Implementation questions

Mon Dec 22 12:15:28 CET 2008

Mark Davis wrote:
>
>
>   *IDNA Implementation Questions*
>
> *
> *In looking at how to implement 2008 (and maintain backward 
> compatibility with 2003), we are wrestling with some practical 
> questions that we'd appreciate feedback on. These are not questioning 
> the spec, but rather trying to see how to apply it to some practical 
> cases we've come up against.
>
>
>     Scenario
>
> Look at the following scenario, where we have three processes that 
> handle an IRI (perhaps just passing it through), with the final one 
> using it to access the DNS. (We'll use the term IRI for both when the 
> domain name labels are in punycode or in Unicode. They aren't 
> necessarily known to be A-Labels or U-Labels at any given point.)
>
> P1 => P2 => P3 => P4 => DNS
This is a very open-ended configuration. But let's shoot.
>
>
>     Questions
>
>
> 1. Suppose that P2 is on Unicode 5.1, and the others are on Unicode 
> 6.0. If P2 does a validity check, then it could prevent a perfectly 
> valid IRI from being correctly looked up. To prevent this problem, 
> does that mean that the best practice is for only P4 to do validity 
> checking? Or should the others do some weaker form of validity 
> checking, like skipping a check for UNASSIGNED?
If P2 checks at all, P2 should check for UNASSIGNED.

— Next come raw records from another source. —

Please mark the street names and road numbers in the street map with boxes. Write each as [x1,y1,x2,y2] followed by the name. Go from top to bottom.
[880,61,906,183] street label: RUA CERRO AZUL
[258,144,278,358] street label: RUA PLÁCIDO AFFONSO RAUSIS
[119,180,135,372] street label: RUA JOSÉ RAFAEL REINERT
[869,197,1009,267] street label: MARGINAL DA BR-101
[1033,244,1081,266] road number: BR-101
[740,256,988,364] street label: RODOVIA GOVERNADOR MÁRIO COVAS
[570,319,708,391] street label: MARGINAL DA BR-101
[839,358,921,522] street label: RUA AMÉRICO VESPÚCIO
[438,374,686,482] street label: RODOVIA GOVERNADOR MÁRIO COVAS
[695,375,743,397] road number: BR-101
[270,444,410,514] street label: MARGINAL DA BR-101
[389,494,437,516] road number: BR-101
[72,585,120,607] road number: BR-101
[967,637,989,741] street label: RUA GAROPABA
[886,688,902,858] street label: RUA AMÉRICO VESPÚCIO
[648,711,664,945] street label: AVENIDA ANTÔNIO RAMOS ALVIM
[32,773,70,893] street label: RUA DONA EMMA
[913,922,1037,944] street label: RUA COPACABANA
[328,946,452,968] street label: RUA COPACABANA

If P2 trusts P1 so much that it can skip the check for UNASSIGNED, it 
should trust P1 enough to skip all checks, which violates the scenario 
restriction above.

There is no "perfectly valid" IRI; there are IRIs that are valid under 
Unicode 6.0, and there are IRIs that are valid under Unicode 5.1. For 
that matter, there are IRIs that are valid under Unicode 7.0. We have 
accepted that these can't be looked up until upgrades happen.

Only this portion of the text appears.